Stephen Elop, one of the contenders to replace Steve Ballmer as Microsoft's CEO, would sell the Xbox division if appointed, according to unnamed Bloomberg sources. Elop doesn't consider Xbox to be central to Microsoft's policies and goals, and would happily ditch both it and search engine Bing if he took the top spot.

Elop considers Microsoft to be a software and services company, and would like to see its Office and other programs on every device, including Apple's, and anything running Google's Android. At the moment Office is essentially a means of keeping Windows-based devices afloat, and Elop believes that cutting the cord and letting Office go wherever the market wanted it to go is the best way of revitalizing Microsoft.

Elop's not the only one who thinks selling Xbox is a pretty good idea. "The new CEO search could result in a tighter focus on its lines of business," said Nomura analyst Rick Sherlund back in September. "We have suggested [Bing] search and Xbox lose money and are not essential." Sherlund thinks Microsoft could lift its 2015 profits by as much as 40%, if it sold Xbox and Bing.

When it comes to profits, Office is certainly far more important to the company than its hardware division. The most recent financials show D&C Licensing make $4.343 billion as opposed to D&C Hardware's $1.485 billion, and at a much better margin. Hardware's revenue is eaten up in costs, whereas Licensing is a license to print money.

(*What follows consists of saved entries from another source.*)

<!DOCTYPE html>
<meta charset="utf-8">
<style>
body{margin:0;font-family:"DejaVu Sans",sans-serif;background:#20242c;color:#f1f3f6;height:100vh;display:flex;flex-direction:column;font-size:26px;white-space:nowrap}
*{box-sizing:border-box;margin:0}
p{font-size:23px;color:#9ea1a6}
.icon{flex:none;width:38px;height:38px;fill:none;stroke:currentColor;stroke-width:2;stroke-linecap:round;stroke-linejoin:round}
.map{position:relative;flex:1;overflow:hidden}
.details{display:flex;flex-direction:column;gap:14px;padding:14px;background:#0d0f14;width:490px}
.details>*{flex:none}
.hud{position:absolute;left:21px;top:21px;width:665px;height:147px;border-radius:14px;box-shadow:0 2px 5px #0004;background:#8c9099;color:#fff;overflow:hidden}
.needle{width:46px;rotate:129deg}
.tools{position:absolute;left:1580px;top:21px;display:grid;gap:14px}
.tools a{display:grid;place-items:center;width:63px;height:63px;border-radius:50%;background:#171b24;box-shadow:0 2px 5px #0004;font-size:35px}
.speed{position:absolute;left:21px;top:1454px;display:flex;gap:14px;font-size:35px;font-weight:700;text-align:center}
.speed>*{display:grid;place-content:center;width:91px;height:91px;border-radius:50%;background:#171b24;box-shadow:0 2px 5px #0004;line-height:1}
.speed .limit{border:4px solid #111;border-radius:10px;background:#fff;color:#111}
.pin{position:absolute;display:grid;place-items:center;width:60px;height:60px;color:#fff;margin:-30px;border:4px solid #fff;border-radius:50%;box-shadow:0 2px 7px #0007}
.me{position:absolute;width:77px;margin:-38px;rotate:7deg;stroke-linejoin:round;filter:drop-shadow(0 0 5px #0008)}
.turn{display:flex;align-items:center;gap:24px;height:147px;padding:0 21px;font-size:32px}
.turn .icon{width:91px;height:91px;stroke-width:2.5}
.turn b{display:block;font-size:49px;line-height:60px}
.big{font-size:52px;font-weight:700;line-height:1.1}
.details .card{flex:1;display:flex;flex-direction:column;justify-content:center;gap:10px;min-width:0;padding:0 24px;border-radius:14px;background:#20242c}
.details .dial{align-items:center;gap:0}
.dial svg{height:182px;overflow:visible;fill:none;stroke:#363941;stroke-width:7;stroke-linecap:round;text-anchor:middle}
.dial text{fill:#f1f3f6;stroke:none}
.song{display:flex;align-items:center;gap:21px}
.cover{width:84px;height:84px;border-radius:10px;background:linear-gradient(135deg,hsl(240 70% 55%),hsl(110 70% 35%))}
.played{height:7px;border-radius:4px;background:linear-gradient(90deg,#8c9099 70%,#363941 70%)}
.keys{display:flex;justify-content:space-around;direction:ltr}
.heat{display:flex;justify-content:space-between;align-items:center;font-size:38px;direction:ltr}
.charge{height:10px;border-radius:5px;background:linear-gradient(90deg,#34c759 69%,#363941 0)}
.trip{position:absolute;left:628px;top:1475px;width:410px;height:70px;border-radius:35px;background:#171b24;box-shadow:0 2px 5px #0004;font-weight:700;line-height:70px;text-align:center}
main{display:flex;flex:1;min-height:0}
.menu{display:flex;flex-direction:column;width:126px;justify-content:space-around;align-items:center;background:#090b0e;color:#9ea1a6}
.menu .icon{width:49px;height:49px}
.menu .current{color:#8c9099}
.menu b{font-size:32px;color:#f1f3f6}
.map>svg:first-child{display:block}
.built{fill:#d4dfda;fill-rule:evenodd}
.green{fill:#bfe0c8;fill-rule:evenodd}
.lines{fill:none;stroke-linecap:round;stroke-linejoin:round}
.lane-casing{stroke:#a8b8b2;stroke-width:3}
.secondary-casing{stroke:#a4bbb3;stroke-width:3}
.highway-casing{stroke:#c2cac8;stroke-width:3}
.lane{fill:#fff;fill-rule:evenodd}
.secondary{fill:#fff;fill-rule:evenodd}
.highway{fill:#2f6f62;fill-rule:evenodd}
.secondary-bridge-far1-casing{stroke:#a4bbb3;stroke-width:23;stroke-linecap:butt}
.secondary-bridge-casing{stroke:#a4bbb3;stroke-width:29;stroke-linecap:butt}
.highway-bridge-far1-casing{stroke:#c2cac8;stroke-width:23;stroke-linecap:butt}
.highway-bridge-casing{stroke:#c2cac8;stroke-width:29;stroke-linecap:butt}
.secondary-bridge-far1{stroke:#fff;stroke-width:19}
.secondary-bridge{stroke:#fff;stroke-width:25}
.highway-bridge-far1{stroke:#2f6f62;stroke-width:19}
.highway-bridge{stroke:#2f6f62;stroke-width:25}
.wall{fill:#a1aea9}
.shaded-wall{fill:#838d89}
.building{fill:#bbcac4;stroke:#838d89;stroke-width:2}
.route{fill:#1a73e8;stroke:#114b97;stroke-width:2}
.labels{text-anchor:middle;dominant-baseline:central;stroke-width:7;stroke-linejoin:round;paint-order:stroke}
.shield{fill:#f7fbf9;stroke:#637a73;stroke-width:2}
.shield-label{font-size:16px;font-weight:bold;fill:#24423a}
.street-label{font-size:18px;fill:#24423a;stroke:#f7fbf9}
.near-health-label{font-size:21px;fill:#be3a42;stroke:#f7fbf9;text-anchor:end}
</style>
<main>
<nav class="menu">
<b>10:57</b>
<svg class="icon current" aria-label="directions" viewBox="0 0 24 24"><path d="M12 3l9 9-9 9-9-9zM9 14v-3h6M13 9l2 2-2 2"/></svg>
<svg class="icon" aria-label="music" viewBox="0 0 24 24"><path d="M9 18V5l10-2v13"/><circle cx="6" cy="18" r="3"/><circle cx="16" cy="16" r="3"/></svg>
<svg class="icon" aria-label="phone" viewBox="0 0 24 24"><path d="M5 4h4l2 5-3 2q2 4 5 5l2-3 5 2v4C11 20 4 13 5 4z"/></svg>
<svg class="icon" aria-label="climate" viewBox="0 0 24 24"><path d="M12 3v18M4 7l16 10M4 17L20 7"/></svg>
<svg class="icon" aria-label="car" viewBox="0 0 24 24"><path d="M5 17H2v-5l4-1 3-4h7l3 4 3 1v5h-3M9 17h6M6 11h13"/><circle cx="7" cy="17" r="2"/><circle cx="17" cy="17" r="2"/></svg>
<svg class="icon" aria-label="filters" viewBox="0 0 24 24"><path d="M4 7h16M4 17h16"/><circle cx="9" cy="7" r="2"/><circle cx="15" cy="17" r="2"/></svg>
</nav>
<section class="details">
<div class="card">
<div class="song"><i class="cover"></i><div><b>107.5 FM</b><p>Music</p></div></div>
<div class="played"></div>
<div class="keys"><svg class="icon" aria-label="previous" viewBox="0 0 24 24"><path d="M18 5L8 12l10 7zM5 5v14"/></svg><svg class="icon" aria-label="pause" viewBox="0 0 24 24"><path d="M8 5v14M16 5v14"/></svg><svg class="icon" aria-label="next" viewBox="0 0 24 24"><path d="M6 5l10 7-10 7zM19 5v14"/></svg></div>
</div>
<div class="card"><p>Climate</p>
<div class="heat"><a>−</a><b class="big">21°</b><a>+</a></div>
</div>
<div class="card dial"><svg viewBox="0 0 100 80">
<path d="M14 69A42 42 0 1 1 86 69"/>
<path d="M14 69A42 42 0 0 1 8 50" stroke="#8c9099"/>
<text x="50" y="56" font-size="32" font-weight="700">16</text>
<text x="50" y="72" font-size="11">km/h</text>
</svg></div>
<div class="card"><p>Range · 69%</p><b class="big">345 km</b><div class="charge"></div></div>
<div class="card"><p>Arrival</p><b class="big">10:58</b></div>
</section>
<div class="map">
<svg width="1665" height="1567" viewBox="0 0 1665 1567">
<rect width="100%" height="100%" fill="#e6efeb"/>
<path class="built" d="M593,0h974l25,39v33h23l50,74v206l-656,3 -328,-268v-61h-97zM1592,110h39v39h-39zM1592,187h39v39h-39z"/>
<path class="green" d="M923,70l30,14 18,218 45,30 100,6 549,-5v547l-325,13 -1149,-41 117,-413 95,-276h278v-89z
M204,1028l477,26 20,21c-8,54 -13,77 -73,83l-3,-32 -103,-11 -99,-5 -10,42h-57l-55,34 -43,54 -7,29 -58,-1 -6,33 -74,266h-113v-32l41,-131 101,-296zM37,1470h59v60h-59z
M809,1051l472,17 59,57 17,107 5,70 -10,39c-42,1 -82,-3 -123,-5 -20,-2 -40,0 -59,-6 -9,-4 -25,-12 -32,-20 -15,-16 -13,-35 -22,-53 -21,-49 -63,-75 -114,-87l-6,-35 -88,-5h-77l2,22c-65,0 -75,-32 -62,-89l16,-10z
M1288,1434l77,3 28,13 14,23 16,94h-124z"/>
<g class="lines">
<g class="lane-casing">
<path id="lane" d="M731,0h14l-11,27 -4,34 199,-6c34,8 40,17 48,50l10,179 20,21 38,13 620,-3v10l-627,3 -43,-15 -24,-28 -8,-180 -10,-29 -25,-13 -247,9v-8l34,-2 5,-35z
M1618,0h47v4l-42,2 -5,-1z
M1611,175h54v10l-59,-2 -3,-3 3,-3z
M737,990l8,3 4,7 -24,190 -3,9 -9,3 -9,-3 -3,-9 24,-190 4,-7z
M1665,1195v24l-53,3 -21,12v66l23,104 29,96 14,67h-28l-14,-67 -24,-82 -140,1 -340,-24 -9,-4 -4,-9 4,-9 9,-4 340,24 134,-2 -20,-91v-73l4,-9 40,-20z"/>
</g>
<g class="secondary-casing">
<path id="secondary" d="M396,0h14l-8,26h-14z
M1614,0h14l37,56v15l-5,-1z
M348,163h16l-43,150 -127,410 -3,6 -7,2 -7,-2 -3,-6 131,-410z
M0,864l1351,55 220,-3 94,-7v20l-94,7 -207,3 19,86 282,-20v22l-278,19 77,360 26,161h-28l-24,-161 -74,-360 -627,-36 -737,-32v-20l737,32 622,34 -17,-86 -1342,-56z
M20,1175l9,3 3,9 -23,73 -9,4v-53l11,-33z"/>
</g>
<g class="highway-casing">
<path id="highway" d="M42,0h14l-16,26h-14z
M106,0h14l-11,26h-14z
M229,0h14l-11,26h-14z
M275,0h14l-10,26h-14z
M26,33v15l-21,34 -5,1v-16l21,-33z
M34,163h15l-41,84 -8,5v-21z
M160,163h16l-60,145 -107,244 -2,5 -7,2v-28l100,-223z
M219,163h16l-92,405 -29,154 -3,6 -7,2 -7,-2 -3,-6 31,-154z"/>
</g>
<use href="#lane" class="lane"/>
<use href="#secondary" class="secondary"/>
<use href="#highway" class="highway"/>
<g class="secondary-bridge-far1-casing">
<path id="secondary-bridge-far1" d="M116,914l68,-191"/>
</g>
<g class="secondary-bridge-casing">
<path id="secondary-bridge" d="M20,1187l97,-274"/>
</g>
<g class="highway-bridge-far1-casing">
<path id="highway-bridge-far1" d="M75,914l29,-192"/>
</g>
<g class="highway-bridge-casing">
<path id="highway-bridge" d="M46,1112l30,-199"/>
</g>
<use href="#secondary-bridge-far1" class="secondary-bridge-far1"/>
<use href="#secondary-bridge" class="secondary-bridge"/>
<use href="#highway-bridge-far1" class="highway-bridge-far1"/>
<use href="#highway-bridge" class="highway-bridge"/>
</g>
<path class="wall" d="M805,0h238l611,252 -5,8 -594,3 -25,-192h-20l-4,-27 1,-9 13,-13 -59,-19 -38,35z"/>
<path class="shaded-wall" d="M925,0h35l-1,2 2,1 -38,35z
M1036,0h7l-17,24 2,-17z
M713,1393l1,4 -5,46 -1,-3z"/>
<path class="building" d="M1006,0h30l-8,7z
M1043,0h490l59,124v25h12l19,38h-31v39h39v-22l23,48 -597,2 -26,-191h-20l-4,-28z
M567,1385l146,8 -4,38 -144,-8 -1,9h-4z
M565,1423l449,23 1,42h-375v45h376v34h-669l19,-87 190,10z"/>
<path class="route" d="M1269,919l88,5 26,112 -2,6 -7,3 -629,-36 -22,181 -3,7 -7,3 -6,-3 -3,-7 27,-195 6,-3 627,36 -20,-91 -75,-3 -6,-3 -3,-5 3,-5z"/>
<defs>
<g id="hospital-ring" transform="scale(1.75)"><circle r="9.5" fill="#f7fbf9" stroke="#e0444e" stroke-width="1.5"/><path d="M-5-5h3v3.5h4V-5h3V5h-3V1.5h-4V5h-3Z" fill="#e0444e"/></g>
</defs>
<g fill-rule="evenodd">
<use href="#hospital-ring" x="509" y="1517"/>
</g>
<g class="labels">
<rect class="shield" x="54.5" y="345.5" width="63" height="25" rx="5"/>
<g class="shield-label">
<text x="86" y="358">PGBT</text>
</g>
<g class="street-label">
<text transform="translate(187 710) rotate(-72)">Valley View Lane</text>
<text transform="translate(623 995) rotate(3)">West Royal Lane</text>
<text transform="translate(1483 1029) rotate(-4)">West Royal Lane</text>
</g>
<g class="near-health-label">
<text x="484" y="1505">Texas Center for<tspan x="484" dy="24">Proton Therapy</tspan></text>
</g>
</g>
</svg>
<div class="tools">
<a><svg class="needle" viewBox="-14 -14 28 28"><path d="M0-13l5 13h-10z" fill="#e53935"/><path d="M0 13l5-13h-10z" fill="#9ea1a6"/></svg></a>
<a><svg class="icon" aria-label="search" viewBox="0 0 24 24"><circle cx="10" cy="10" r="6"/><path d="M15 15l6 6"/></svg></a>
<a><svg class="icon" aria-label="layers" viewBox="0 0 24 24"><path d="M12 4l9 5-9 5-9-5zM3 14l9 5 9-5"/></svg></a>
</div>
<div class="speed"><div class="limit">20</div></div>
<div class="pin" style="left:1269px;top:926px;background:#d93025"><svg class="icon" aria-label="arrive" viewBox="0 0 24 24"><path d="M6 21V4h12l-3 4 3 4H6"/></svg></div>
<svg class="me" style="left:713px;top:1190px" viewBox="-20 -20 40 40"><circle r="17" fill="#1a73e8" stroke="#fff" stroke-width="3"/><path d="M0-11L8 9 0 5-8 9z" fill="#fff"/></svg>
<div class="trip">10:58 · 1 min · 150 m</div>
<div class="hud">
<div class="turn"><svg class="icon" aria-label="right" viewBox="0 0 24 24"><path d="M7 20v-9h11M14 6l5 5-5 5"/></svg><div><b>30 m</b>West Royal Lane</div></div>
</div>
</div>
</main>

Before Elop came to Microsoft he was Nokia's boss, during the phone company's decline, and before Nokia he was a Microsoft manager. After Microsoft bought Nokia earlier this year, Elop accepted a job at Microsoft. Whether or not you think Elop did a good job at Nokia depends on what you think his job was; if it was to revitalize the company, then Elop failed, but if it was to ensure Microsoft bought Nokia at a good price, then he succeeded. Kind of, anyway; Nokia's bad news is a gift that keeps on giving, as far as Microsoft's profits are concerned.